Quant aux hypothèses, elles méritent d’être soigneusement analysées et s’il est vrai que les scénarii 2010 sont raisonnables et prudents (croissance de 0,5%, masse salariale en recul de 0,4%, Objectif national des dépenses d’Assurance Maladie tenable à 3%) en revanche les hypothèses 2011 et 2012 sont quant à elles probablement inaccessibles ! Croissance à 2,5%, augmentation de la masse salariale de 5% en continuité sur les 2 dernières années du quinquennat. Par ailleurs, sur l’ensemble de la période, aucune hypothèse de variation de taux d’intérêts n’a été retenue, ce qui revient à se fonder sur des hypothèses de taux au plus bas au jour le jour, soit l’EONIA (Euro OverNight Index Average) de septembre 2009 à 0,24 points !

La France de 2010 n’est plus la France de 2007. La crise a eu sur notre économie un rôle potentialisateur dont les comptes sociaux ont immédiatement montré l’importance : plus de transferts sociaux, dans le cadre notamment de l’assurance chômage, moins de recettes sous l’effet de la rétraction de la masse salariale. Je me souviens qu’en tout début d’année 2009, l’ACOSS a constaté une réaction immédiate des acteurs économiques qui, contrairement à leur habitude, les a conduit à ajuster l’emploi sans même rechercher des conditions de paiement de leurs cotisations URSSAF.

C’est ainsi que l’on a vu la masse salariale réajustée au Sénat puis en loi de finances rectificative pour 2009. A un rythme préoccupant de 81.000 emplois détruits en moyenne de janvier à juin 2009, la France a changé : les emplois détruits sont pour l’essentiel des emplois industriels que le redémarrage de la croissance ne permettra pas de recréer à échéance budgétaire ! On peut donc bien affirmer que la crise a produit un effet d’accélération sur nos fondamentaux économiques plaçant notre pays dans une situation que nous n’aurions eu a affronter que 5 à 10 ans plus tard.

La part de la crise qui affecte nos comptes sociaux se détermine essentiellement sur 3 postes : la perte de recettes (11 milliards d’euros) d’une part, l’augmentation des dépenses de transfert vers l’assurance chômage d’autre part.

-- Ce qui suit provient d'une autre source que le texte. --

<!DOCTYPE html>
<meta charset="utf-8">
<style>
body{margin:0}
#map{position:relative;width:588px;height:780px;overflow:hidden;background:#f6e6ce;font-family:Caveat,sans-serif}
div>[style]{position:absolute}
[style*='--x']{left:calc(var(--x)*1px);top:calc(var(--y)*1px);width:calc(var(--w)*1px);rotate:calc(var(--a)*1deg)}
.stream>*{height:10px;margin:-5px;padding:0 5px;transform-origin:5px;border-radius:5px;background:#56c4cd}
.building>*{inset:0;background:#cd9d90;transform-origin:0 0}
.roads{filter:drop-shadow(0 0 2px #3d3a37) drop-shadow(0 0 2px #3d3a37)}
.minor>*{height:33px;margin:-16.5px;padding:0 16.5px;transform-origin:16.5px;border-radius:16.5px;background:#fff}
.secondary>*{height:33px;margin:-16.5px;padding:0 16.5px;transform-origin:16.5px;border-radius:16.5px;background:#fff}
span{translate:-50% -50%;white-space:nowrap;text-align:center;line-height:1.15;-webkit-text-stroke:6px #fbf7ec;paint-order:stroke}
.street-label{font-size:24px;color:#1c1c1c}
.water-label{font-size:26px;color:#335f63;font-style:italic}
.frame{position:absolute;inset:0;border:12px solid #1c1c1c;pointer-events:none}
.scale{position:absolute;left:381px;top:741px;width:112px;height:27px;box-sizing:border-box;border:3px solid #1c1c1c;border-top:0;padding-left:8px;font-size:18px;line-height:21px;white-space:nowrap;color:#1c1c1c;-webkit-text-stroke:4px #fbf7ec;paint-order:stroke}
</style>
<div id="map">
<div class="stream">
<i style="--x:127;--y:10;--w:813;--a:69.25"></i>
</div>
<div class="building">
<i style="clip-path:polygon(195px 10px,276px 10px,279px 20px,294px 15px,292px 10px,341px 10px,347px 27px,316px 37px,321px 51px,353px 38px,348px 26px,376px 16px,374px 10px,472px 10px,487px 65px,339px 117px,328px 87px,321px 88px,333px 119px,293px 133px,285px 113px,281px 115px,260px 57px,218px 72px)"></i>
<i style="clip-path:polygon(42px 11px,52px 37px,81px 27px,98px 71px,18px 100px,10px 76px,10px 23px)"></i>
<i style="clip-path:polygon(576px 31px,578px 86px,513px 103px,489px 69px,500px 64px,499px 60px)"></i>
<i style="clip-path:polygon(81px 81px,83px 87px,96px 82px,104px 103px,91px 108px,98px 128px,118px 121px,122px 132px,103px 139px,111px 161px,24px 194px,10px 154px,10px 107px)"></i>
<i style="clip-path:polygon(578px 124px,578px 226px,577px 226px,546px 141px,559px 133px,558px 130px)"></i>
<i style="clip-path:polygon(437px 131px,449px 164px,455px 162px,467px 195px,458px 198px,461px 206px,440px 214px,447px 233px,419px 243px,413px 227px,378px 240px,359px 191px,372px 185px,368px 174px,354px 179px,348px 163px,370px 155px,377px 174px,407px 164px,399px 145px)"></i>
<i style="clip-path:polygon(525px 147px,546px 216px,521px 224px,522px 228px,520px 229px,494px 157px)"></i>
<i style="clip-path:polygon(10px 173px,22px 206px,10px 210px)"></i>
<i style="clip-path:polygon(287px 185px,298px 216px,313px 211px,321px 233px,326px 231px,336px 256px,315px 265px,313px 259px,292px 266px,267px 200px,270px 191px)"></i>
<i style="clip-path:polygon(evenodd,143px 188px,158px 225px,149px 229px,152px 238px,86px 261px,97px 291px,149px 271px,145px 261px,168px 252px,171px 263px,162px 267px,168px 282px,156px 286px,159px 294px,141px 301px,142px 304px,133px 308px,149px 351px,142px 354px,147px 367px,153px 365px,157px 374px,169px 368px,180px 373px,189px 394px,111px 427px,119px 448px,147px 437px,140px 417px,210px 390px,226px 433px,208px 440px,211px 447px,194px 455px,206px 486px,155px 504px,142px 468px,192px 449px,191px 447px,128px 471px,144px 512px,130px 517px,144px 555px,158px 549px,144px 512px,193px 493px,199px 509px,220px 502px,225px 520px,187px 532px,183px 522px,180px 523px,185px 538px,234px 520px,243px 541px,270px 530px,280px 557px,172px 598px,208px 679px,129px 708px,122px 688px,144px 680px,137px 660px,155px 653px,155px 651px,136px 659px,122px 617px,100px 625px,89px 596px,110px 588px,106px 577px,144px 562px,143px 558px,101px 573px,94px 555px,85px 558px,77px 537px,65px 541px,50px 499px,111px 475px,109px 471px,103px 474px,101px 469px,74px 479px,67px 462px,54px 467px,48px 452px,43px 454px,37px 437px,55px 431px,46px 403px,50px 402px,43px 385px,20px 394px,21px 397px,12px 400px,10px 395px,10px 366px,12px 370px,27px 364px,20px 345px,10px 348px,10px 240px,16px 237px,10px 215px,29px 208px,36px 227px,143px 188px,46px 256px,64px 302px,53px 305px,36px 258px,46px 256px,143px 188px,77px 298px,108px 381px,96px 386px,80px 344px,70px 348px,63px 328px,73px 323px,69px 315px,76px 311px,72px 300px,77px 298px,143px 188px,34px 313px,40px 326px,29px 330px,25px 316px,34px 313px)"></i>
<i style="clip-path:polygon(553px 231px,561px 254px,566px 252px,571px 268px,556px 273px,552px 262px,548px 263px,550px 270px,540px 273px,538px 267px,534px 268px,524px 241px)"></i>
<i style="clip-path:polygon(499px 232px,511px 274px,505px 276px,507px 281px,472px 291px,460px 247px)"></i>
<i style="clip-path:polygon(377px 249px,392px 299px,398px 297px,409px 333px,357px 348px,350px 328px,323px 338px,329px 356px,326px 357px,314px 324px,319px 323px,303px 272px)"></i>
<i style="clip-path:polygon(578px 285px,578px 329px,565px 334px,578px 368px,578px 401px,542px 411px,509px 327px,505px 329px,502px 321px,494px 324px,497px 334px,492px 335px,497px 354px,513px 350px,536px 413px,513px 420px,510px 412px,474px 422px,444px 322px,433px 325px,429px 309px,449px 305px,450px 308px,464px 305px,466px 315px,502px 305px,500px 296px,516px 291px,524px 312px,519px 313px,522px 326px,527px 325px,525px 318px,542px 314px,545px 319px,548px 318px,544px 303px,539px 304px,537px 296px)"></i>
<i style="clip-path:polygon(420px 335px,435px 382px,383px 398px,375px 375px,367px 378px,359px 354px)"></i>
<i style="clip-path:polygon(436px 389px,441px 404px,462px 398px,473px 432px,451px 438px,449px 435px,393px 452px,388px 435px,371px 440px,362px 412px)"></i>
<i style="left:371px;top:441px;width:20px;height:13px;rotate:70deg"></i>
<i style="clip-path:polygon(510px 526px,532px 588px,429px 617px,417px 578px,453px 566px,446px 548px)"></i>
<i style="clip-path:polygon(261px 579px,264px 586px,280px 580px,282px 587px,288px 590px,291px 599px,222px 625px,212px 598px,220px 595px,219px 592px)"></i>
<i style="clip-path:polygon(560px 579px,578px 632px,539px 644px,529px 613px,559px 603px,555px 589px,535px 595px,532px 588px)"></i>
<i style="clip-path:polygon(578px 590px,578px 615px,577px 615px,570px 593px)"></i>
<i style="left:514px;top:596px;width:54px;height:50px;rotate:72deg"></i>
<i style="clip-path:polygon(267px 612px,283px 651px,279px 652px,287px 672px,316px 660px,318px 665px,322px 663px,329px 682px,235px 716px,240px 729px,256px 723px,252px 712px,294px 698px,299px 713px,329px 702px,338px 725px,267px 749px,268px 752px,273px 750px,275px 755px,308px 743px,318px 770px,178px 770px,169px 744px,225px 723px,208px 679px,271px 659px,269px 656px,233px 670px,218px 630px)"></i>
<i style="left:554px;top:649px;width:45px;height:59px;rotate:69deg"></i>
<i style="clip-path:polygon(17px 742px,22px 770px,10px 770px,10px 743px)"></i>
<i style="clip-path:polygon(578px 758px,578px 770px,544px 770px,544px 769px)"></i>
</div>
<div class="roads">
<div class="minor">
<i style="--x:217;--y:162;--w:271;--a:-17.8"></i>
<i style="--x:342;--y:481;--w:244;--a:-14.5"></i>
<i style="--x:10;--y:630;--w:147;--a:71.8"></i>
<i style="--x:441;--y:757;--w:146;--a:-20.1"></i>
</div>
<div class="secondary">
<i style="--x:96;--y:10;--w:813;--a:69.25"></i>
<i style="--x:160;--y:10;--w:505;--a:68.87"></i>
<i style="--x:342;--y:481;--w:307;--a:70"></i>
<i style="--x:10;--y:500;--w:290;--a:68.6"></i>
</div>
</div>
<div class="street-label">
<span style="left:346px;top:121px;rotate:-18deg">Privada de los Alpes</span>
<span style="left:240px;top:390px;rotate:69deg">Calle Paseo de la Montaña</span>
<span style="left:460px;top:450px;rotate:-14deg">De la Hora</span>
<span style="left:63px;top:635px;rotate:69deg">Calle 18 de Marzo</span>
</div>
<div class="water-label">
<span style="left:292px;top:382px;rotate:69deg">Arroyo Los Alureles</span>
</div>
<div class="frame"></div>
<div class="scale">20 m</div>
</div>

Mais si la crise est un accélérateur, elle est aussi un puissant révélateur des distorsions de notre modèle de protection sociale que même une croissance retrouvée ne permettrait pas de compenser, car le sous-jacent actuel de notre modèle est aujourd’hui la dégradation du ratio actifs/inactifs, l’évolution des risques et l’émergence d’un risque nouveau, le risque vieillissement (retraite et dépendance). Or, notre système de recettes est à 70 % concentré sur les cotisations fondées sur le travail, ce qui se révèle tout à la fois insuffisant et récessif. Ces éléments de constat nous invitent à une nouvelle volonté réformatrice pour le rendez-vous présidentiel de 2012. Nous devrons avoir résolu nos différences et nos divergences pour proposer une réforme fiscale et des ressources sociales fondées sur un objectif de modération des prélèvements, d’apurement de nos déficits, de justice et de solidarité. C’est à ce prix que nous renforcerons notre dynamisme social et économique en préservant l’esprit d’universalité et d’uniformité de notre système de Sécurité Sociale.


Marie-Anne Montchamp, novembre 2009.